The human body / head size ratio calculator further includes a ratio of the area of the human area to the area of the head area as a human body / head size ratio,
The posture estimation system according to any one of claims 1 to 6, wherein the posture estimation unit selects a dictionary used in the machine learning based on the human body / head size ratio.

The human region is a region within a rectangle circumscribed by the contour of the image of the subject,
The image processing apparatus further includes an aspect ratio calculation unit that calculates an aspect ratio that is a ratio of the length of the vertical side of the rectangle to the length of the horizontal side of the rectangle,
The posture estimation system according to claim 2, wherein the posture estimation unit selects a dictionary used in the machine learning based on the aspect ratio.

A distance calculation unit that calculates a distance from the center of the captured image to the human region;
A head size calculation unit that calculates the size of the head region in the captured image as a head size;
A human body / head size ratio calculating unit that calculates a ratio of an area of the head area to an area of the human area as a human body / head size ratio;
Aspect ratio calculation for calculating an aspect ratio which is a ratio of the length of the vertical side of the human region to the length of the horizontal side when the human region is a region within a rectangle circumscribed by the contour of the image of the subject person Have a part, and
The posture estimation unit selects a dictionary used in the machine learning based on at least one of the calculated distance, the head size, the human body / head size ratio, and the aspect ratio. The posture estimation system according to any one of 1 to 5.

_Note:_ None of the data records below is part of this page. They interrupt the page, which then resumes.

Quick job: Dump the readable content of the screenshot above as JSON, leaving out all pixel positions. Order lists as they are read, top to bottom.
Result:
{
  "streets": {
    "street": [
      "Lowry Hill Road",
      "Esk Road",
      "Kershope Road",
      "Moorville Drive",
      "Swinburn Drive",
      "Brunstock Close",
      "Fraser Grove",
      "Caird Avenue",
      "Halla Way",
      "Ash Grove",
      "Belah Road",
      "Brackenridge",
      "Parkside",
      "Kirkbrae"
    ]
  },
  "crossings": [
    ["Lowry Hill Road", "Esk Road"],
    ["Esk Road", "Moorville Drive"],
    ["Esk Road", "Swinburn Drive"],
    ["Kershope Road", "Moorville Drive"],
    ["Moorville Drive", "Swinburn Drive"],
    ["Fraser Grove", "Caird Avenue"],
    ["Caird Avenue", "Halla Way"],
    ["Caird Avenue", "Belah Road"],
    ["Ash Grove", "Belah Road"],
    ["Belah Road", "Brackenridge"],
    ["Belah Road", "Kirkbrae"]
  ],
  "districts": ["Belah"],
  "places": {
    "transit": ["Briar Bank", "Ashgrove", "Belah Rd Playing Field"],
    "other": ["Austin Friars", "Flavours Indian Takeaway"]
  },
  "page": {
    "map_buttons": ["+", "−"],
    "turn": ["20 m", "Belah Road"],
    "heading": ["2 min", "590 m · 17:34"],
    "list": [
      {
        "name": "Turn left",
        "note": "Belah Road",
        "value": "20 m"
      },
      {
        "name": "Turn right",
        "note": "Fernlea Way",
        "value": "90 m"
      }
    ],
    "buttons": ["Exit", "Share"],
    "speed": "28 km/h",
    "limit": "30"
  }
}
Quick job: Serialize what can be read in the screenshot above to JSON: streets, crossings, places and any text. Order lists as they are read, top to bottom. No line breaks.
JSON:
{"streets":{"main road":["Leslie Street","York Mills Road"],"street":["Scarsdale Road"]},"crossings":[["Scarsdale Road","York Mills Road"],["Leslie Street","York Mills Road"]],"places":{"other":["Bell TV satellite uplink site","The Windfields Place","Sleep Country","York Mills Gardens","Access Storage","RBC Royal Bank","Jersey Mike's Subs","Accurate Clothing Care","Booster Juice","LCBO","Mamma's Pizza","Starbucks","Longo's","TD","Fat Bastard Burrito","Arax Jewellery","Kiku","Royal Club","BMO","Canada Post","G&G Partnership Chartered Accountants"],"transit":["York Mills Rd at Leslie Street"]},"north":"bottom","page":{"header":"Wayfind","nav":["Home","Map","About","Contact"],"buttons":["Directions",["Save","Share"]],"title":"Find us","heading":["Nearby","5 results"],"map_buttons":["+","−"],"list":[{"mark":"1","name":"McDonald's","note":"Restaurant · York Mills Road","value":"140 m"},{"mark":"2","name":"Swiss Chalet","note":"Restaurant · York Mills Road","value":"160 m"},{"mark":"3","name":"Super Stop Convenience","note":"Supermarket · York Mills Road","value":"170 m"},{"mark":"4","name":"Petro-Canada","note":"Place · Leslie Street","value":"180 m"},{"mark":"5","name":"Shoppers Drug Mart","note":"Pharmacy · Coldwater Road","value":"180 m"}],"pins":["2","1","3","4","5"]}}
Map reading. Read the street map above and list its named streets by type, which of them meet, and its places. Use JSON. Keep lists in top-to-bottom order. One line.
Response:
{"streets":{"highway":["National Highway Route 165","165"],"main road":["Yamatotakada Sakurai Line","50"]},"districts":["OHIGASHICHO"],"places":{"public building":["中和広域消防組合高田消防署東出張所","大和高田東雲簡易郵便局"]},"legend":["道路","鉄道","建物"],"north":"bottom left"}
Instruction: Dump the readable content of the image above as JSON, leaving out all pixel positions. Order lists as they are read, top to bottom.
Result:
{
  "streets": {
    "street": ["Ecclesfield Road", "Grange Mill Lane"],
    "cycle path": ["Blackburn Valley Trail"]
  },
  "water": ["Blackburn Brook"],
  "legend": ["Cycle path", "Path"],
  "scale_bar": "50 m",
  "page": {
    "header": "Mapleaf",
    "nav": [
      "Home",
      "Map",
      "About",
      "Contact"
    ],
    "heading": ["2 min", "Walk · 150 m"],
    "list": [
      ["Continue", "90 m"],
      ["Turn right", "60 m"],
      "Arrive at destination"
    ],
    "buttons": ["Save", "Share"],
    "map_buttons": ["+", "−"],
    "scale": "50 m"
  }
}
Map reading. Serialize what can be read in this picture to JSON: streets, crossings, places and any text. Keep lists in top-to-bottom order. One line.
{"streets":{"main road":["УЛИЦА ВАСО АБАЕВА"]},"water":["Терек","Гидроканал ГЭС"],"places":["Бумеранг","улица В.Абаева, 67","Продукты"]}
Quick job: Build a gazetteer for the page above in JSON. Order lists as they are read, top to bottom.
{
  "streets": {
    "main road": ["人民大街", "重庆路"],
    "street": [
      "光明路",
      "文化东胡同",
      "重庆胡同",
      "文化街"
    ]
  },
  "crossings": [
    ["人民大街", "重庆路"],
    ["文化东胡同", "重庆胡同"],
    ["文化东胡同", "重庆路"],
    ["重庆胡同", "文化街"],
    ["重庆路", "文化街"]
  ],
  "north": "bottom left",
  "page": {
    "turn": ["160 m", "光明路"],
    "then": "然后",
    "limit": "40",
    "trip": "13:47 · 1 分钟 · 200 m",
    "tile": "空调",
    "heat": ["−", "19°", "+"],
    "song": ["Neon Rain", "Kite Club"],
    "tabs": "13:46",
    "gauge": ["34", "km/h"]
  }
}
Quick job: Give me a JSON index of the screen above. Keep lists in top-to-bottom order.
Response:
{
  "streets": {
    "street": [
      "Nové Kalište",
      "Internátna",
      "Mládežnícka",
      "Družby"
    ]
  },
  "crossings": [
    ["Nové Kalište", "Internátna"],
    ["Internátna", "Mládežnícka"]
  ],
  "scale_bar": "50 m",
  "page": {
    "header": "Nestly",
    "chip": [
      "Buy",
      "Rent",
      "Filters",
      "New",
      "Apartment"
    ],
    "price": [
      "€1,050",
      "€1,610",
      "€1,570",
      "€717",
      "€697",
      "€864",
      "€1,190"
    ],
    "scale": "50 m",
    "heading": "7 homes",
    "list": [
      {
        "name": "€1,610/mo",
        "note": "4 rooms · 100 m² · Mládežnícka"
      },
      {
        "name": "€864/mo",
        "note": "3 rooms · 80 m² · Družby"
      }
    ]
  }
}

The posture estimation system according to any one of claims 1 to 11.
A pre-rotation posture calculation unit that calculates the posture corresponding to the captured image before rotation by reversely rotating the posture estimated as the joint point corresponding to the captured image after rotation;
An action estimation unit that estimates the action of the target person based on changes between the plurality of postures calculated by the pre-rotation posture calculation unit;
An action estimation system having

Detecting a region including an image of a subject in a captured image as a human region (a);
Detecting a region including an image of the head of the subject in the captured image as a head region (b);
Procedure for unifying the direction of the head region with respect to a predetermined point in the human region in the photographed image in which a plurality of postures of the subject are respectively imaged, by rotating the photographed image in a predetermined direction (c )When,
A procedure (d) of estimating a joint position of the subject by machine learning based on the captured image after rotation;
Pose estimation program to make a computer execute.